Plaintiff sued for specific enforcement of an oral contract to sell a house, relying on the part-performance exception to the statute of frauds. The trial court denied Defendant’s JMOL; the jury found for Plaintiff; the trial court then denied Defendant’s renewed motion for JMOL. Defendant appealed.

Court of Appeals affirms. On appeal a jury’s findings are accepted unless clearly erroneous; the jury found by special verdict that Plaintiff had done things, which the court recites at length, because of and in reliance on the contract. Whether the facts satisfy the part-performance exception is a conclusion of law that the court makes de novo; the court has no trouble concluding that these facts do satisfy it.

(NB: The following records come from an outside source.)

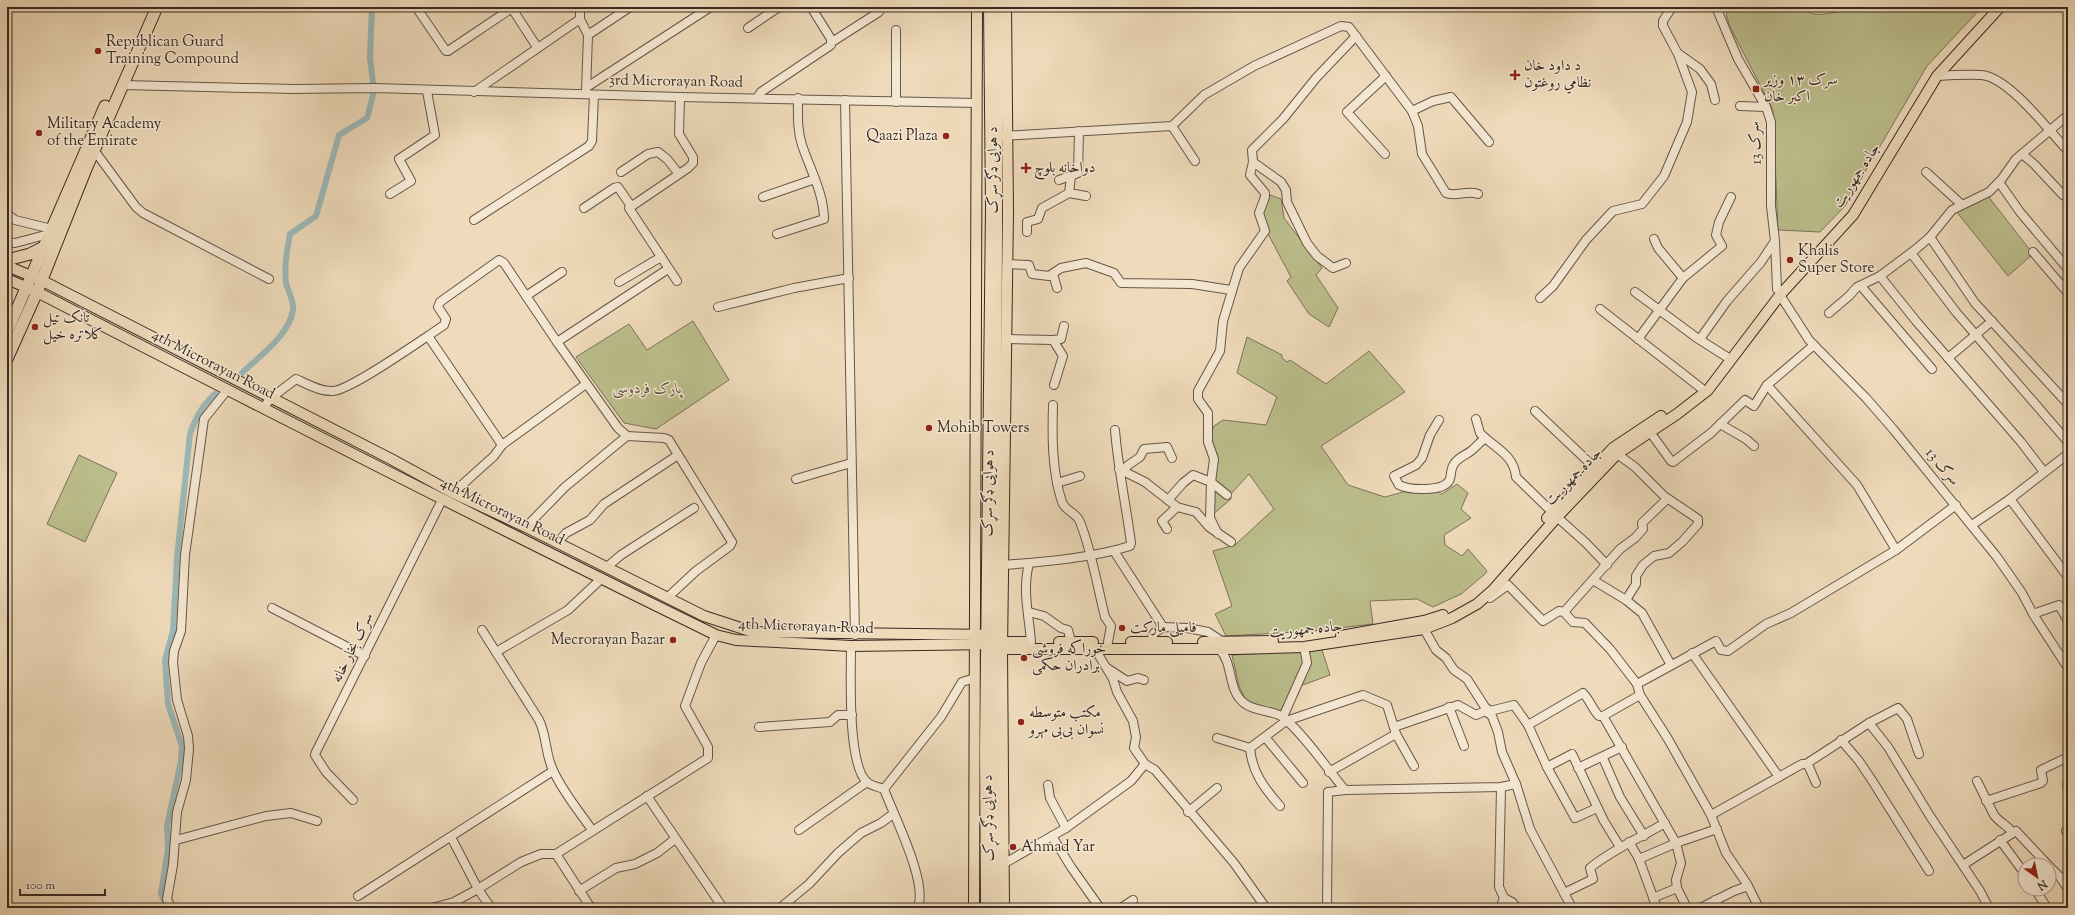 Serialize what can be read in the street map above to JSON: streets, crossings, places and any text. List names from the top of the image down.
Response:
{
  "streets": {
    "main road": ["د هوایی ډګر سړک", "جاده جمهوریت", "4th Microrayan Road"],
    "street": ["3rd Microrayan Road", "سرک 13", "سرک بخار خانه"]
  },
  "crossings": [
    ["3rd Microrayan Road", "د هوایی ډګر سړک"],
    ["سرک 13", "جاده جمهوریت"],
    ["د هوایی ډګر سړک", "جاده جمهوریت"],
    ["د هوایی ډګر سړک", "4th Microrayan Road"],
    ["جاده جمهوریت", "4th Microrayan Road"],
    ["4th Microrayan Road", "سرک بخار خانه"]
  ],
  "parks": ["پارک فردوسی"],
  "places": {
    "other": [
      "Republican Guard Training Compound",
      "Military Academy of the Emirate",
      "Qaazi Plaza",
      "Khalis Super Store",
      "تانک تیل کلاتره خیل",
      "Mohib Towers",
      "فامیلی مارکت",
      "Mecrorayan Bazar",
      "خوراکه فروشی برادران حکمی",
      "مکتب متوسطه نسوان بی‌بی مهرو",
      "Ahmad Yar"
    ],
    "health": ["د داود خان نظامي روغتون", "دواخانه بلوچ"],
    "transit": ["سرک ۱۳ وزیر اکبر خان"]
  },
  "scale_bar": "100 m",
  "north": "bottom right"
}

The court, though, apparently doesn’t think this a no-trouble case. “This case requires us to assess the interplay between two standards of review where a legal question is raised on appeal, and reviewed de novo, but the answer to the legal question hinges on the factual findings of a jury, which are reviewed for clear error.” But that’s just a convoluted way of expressing the ABCs of appellate review: findings you accept unless clearly erroneous, legal conclusions you make yourself. Always, not just in this case. The idea that JMOL rulings are reviewed de novo — which is what seems to throw the court off onto this tangent — doesn’t change that. The court’s attempt to “assess the interplay” lasts only a couple of paragraphs (13 and 14) and adds nothing to the law.

Defendant also argued that specific performance was not a proper remedy. While there can be a conceptual argument against specific performance in some statute-of-frauds cases the evidence here was pretty clear. The court agrees that the remedy was appropriate.